----- RECORDS PROVIDED

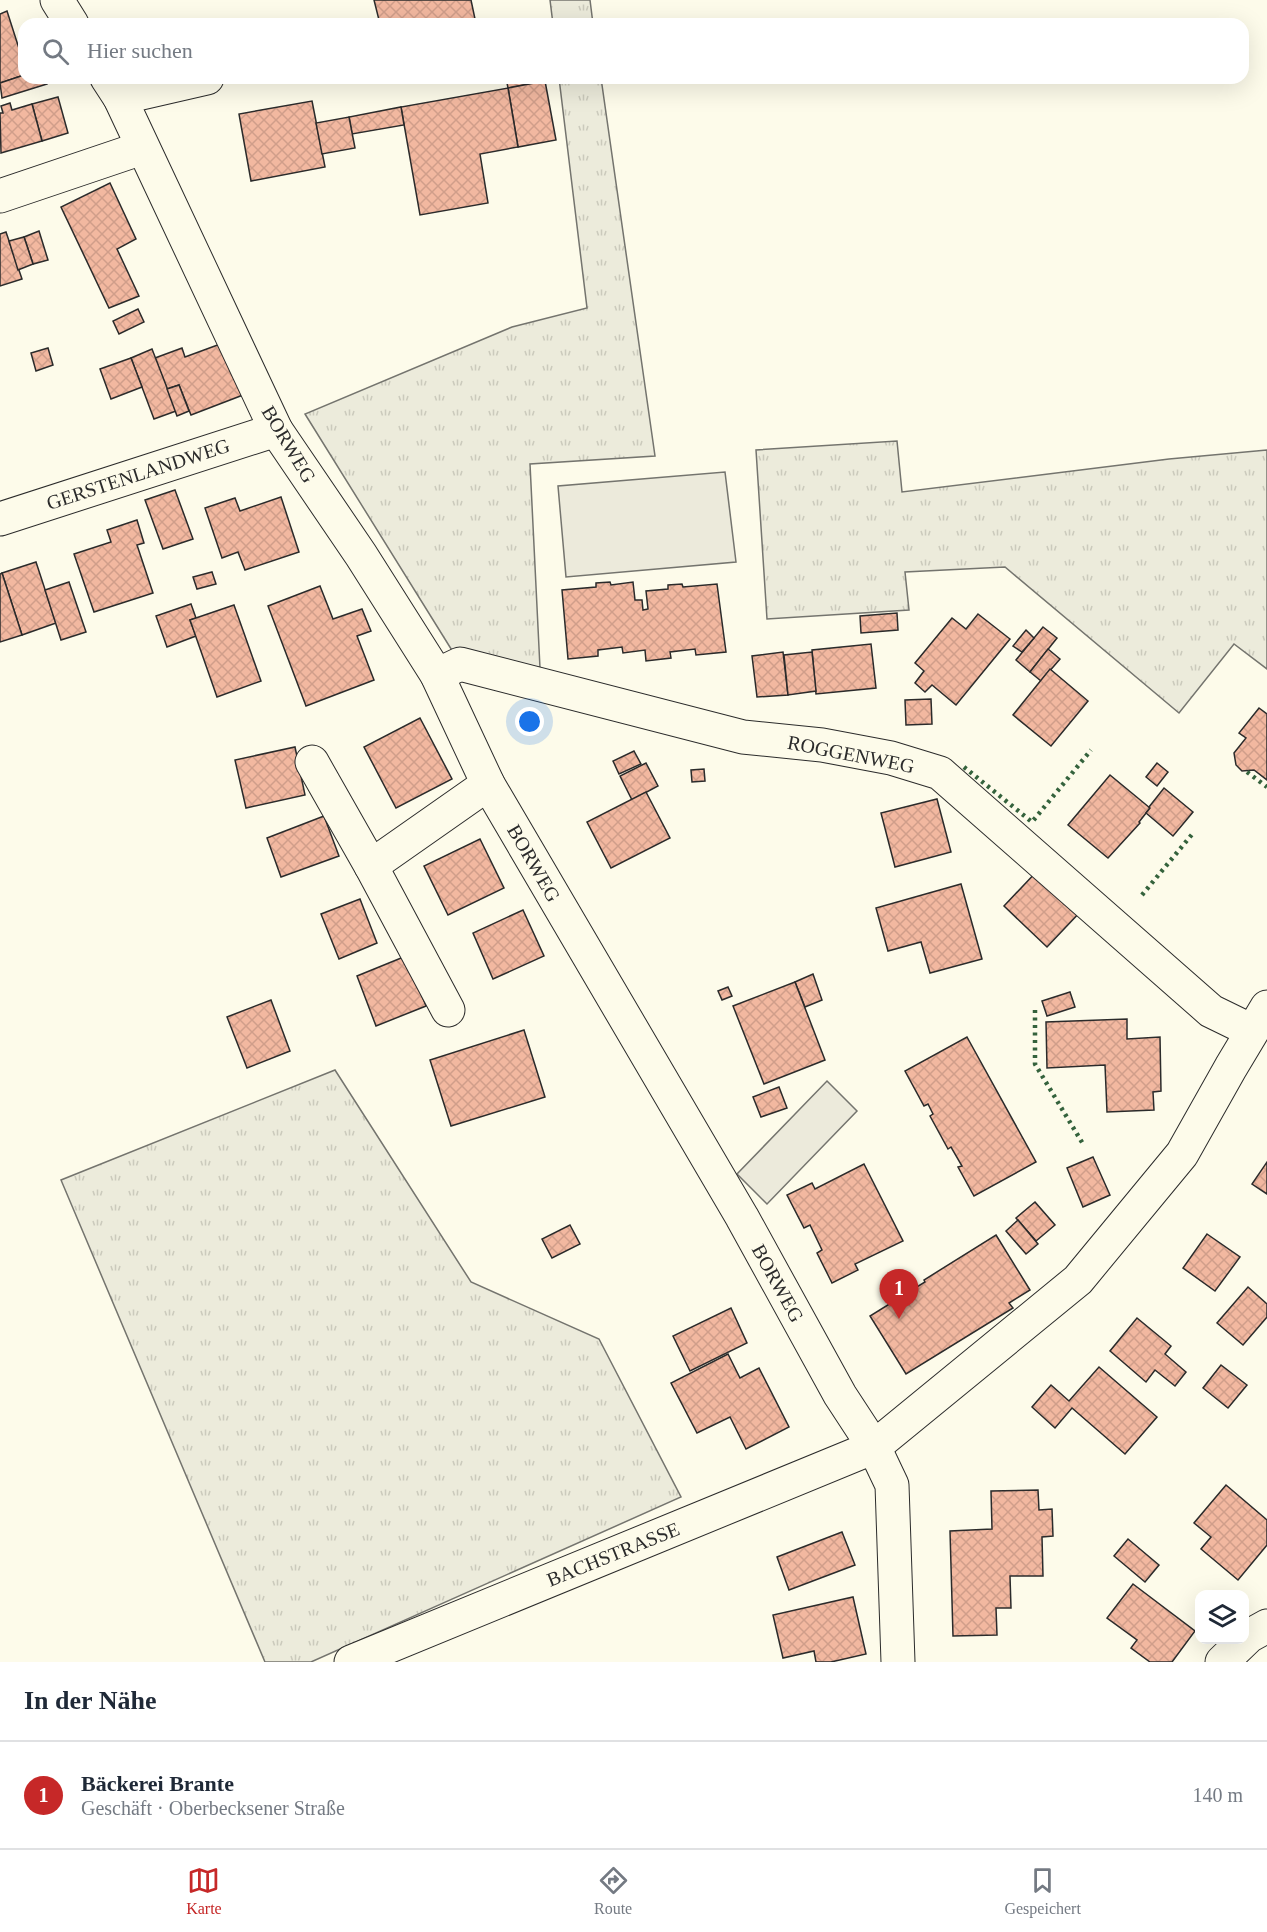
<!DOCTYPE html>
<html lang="de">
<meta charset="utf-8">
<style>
:root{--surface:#fff;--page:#f6f6f7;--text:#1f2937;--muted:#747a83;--line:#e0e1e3;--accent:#c62828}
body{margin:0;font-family:"Times New Roman",serif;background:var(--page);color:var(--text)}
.controls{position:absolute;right:18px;bottom:18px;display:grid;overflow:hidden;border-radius:12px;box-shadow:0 6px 24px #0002}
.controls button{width:54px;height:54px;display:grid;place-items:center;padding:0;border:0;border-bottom:2px solid var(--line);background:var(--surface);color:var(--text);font:30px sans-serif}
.you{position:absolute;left:530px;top:722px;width:21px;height:21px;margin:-15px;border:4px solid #fff;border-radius:50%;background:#1a73e8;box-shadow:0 0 0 9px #1a73e833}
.badge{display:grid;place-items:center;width:39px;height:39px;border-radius:50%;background:var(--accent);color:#fff;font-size:20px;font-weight:700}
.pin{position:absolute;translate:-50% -50px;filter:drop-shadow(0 2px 3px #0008)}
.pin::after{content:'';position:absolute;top:32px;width:21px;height:18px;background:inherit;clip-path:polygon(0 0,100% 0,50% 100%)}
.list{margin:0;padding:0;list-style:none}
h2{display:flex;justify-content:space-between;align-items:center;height:78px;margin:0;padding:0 24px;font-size:26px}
h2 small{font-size:20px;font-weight:400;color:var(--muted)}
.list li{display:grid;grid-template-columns:39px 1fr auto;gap:18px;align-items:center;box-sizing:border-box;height:108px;padding:0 24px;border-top:2px solid var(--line)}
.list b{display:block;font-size:22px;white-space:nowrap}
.list p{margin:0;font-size:20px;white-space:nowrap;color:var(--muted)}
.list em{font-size:20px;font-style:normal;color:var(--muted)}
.icon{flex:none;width:33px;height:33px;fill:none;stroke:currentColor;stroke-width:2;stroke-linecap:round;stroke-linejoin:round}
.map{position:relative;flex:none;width:1267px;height:1662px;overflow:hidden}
.search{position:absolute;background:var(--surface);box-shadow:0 6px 24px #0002;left:18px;right:18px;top:18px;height:66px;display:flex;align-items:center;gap:15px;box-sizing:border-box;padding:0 21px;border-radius:18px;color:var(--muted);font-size:22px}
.sheet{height:186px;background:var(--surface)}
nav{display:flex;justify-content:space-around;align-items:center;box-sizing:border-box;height:84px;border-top:2px solid var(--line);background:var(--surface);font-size:16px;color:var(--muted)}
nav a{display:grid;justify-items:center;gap:3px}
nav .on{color:var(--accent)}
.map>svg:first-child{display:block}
.grass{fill:url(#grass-tufts);stroke:#74746e;stroke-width:1.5}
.parking{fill:#eceadb;stroke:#74746e;stroke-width:1.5}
.building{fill:url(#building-cross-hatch);stroke:#2b2b2b;stroke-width:1.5}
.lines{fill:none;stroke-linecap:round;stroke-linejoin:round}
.minor-casing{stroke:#2b2b2b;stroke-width:35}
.minor{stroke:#fdfbea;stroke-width:33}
.hedge{stroke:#34623c;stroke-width:4.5;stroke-dasharray:3 4.5;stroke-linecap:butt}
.labels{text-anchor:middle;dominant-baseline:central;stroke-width:4.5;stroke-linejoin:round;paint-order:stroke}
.street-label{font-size:20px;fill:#2b2b2b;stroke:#fdfbea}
</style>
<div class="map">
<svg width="1267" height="1662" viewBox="0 0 1267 1662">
<defs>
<pattern id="grass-tufts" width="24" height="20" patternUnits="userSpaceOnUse" patternTransform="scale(1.5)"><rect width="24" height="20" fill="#ecebdb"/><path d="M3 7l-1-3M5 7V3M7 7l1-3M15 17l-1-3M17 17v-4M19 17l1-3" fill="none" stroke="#cbcabc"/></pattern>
<pattern id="building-cross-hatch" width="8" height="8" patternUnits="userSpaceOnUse" patternTransform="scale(1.5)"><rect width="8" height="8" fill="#f2b8a0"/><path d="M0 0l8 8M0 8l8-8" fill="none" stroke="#d09e8a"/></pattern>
</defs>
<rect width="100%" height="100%" fill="#fdfbea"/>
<g class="grass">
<path d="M550,0H590L593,24H553Z"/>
<path d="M559,78H601L655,456L530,464L540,668L453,652L305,414L512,327L587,308Z"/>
<path d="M897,441L902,492L1169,459L1267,450V669L1234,644L1179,713L1005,567L905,572L909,610L767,619L756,450Z"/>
<path d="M335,1070L471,1282L599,1339L681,1497L311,1662H265L61,1180Z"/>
</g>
<g class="parking">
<path d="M725,472L736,562L566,577L558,486Z"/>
<path d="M827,1081L857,1111L767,1204L737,1174Z"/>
</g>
<g class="building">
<path d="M374,0H471L475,19L454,24H380Z"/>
<path d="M7,11L24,64V75L0,83V14Z"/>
<path d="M24,75V78H45L47,84L2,98L0,83Z"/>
<path d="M506,78H545V81L508,88Z"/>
<path d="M545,81L556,140L518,147L508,88Z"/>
<path d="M508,88L518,147L480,154L488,203L420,215L401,107Z"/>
<path d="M58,97L68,133L42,141L32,104Z"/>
<path d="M312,101L325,167L251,181L239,114Z"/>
<path d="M10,103L12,110L32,104L42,141L1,153L0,113H3L1,106Z"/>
<path d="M401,107L404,125L352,134L349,117Z"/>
<path d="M349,117L355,148L322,154L316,123Z"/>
<path d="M110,183L136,239L117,249L139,296L109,308L61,207Z"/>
<path d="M39,231L48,260L33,264L24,237Z"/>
<path d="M6,232L22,279L0,286V234Z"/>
<path d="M24,237L33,264L18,270L9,241Z"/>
<path d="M138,309L144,322L119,334L113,321Z"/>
<path d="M223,343L243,395L191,415L179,385L167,389L155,358L182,348L185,357Z"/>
<path d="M48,348L53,365L36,371L31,353Z"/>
<path d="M152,349L176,411L154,419L131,358Z"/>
<path d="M131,358L142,387L111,399L100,369Z"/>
<path d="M179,385L189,411L177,416L167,389Z"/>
<path d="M175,490L193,539L163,549L145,500Z"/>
<path d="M281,497L299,552L245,570L238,552L222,558L205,508L235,498L240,511Z"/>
<path d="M137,520L144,543L137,545L153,593L94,612L74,554L111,542L107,530Z"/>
<path d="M36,562L56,623L22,635L2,573Z"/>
<path d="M212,572L216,584L197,589L193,577Z"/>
<path d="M2,573L22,635L0,642V574Z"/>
<path d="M69,582L86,632L61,640L45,590Z"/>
<path d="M610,582L611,585L633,582L635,600H642L643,610L648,609L646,591L668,589V585L682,584L683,587L717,584L726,652L696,655L695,649L670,652L671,658L646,661L645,650L623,653L622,647L598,650V656L568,659L562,590L596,587V583Z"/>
<path d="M320,586L333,619L362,609L371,631L357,636L374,680L306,706L268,606Z"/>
<path d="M191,604L196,618L190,620L196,636L167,647L156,616Z"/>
<path d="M234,605L261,681L217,697L190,620Z"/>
<path d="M897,613L898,630L861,633L860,616Z"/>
<path d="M978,614L1010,639L956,705L932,685L925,692L915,683L924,671L915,663L952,618L966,629Z"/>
<path d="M1043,627L1057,638L1030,672L1016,660Z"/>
<path d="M1026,630L1034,638L1022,652L1013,646Z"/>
<path d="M871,644L876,688L816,694L812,650Z"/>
<path d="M1048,649L1060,659L1041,681L1030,672Z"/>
<path d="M783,652L788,695L757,697L752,656Z"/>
<path d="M812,652L816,691L788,695L784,655Z"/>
<path d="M1050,669L1088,701L1051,746L1013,715Z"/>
<path d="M931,699L932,724L906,725L905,700Z"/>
<path d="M1259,708L1267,714V780L1254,770L1242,771L1236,765L1234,753L1246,738L1239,733Z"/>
<path d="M420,718L452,779L396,808L364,747Z"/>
<path d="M295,747L305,795L246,808L235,760Z"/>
<path d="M634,751L641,764L619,774L613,761Z"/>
<path d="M646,763L658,786L632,800L620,776Z"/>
<path d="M1157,763L1168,772L1157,786L1146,777Z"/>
<path d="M704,769L705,781L692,782L691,770Z"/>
<path d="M1110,775L1150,808L1139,822L1140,823L1108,858L1068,825Z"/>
<path d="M1164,788L1193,812L1173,836L1146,813L1150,808L1149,807Z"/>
<path d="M646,792L670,838L611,868L587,822Z"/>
<path d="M937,799L951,852L895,867L881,813Z"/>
<path d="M324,816L339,856L281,877L267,838Z"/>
<path d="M480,839L504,888L448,915L424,866Z"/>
<path d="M1039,869L1082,910L1047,947L1004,906Z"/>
<path d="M961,884L982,959L930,973L921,942L888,951L876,908Z"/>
<path d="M360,899L377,943L339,959L321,914Z"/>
<path d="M523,910L544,956L493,979L473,933Z"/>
<path d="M406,956L426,1006L376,1026L357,976Z"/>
<path d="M813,974L822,1000L805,1007L795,982Z"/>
<path d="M795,982L825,1060L764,1084L733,1006Z"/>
<path d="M728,987L732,996L722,1000L718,991Z"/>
<path d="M1070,992L1075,1007L1047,1016L1042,1001Z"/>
<path d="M271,1000L290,1051L247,1068L227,1017Z"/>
<path d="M1127,1019V1039L1160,1037L1161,1091L1153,1092L1154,1110L1107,1112L1105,1065L1047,1068L1046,1022Z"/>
<path d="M524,1030L545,1097L451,1126L430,1060Z"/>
<path d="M967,1037L1036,1162L974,1196L958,1167L962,1166L951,1147L948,1149L930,1116L933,1114L928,1104L924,1106L905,1071Z"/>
<path d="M779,1087L787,1108L761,1117L753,1097Z"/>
<path d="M1093,1157L1110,1195L1083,1207L1067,1168Z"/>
<path d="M1267,1162V1194L1252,1184Z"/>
<path d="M864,1164L903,1241L855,1264L858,1270L832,1283L817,1253L822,1250L810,1225L804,1228L787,1195L812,1183L815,1189Z"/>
<path d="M1035,1202L1055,1225L1036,1241L1016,1218Z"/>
<path d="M1018,1220L1038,1244L1026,1254L1006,1231Z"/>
<path d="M570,1225L580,1244L552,1258L542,1239Z"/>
<path d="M1207,1234L1240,1257L1215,1291L1183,1268Z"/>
<path d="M996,1235L1030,1290L1009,1303L1013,1308L906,1374L870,1316L925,1282L924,1280Z"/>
<path d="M1248,1287L1267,1304V1317L1243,1345L1217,1323Z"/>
<path d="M731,1308L747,1343L690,1371L673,1336Z"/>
<path d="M1137,1318L1171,1346L1165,1354L1186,1372L1175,1386L1155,1370L1146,1382L1110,1351Z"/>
<path d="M728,1354L740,1378L759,1368L789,1427L746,1449L730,1417L697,1433L671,1383Z"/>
<path d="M1221,1365L1247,1385L1228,1408L1203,1388Z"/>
<path d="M1099,1367L1157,1417L1125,1454L1072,1408L1055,1428L1032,1407L1051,1385L1069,1401Z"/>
<path d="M1226,1485L1267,1520V1545L1238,1580L1201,1549L1211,1537L1194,1523Z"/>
<path d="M1038,1490L1039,1510L1052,1509L1053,1536L1042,1537L1043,1576H1010L1011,1608H996L997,1635L953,1636L950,1531L992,1529L991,1491Z"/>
<path d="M842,1532L855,1565L789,1590L777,1557Z"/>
<path d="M1128,1539L1159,1565L1145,1582L1114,1556Z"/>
<path d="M1133,1584L1195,1631L1172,1662H1150L1131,1648L1137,1640L1107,1618Z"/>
<path d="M853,1597L866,1654L831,1662H816L814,1651L783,1658L773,1615Z"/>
</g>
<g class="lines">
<g class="minor-casing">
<g id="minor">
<path d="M57,0L72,24"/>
<path d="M107,78L120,98L276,430L361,555L437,675L488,784L742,1217L840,1395L874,1447L892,1485L898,1662"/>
<path d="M120,98L207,78"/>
<path d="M0,196L142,148"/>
<path d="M0,519L276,430"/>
<path d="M437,675L460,664L743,737L822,745L891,758L940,773L1211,1011L1252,1031"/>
<path d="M312,762L371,866L488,784"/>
<path d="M371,866L448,1010"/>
<path d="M351,1662L874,1447L1078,1280L1182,1154L1231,1067L1267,1007"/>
<path d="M1222,1662L1249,1636L1267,1626"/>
</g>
</g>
<use href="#minor" class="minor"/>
<g class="hedge">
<path d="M964,767L1032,822L1091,750"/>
<path d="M1247,772L1267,787"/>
<path d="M1142,895L1194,832"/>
<path d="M1035,1010V1064L1083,1144"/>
</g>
</g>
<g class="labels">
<g class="street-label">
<text transform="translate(289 444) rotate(59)">BORWEG</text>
<text transform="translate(138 474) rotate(-18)">GERSTENLANDWEG</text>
<text transform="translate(851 754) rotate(11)">ROGGENWEG</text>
<text transform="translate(534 863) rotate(60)">BORWEG</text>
<text transform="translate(778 1283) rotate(61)">BORWEG</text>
<text transform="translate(613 1554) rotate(-22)">BACHSTRASSE</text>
</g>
</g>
</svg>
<div class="controls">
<button><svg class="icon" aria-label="layers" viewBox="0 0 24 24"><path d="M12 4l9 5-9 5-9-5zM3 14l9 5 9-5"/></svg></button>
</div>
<div class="you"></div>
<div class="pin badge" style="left:899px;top:1319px">1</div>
<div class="search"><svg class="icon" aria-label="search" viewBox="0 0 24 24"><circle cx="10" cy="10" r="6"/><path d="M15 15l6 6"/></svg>Hier suchen</div>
</div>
<section class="sheet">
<h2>In der Nähe<small></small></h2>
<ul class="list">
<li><span class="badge">1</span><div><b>Bäckerei Brante</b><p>Geschäft · Oberbecksener Straße</p></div><em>140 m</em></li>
</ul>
</section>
<nav>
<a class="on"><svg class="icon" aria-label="map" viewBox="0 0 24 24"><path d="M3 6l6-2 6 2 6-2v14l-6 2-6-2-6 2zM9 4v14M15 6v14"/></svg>Karte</a>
<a><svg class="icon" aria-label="directions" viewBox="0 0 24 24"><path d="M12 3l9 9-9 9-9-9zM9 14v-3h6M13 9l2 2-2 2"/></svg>Route</a>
<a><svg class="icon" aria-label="saved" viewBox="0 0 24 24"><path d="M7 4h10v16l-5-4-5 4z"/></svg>Gespeichert</a>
</nav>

----------

Each line that contains the string "nowrap" should be copied from the data above.

▸ **OUTPUT BELOW**:
.list b{display:block;font-size:22px;white-space:nowrap}
.list p{margin:0;font-size:20px;white-space:nowrap;color:var(--muted)}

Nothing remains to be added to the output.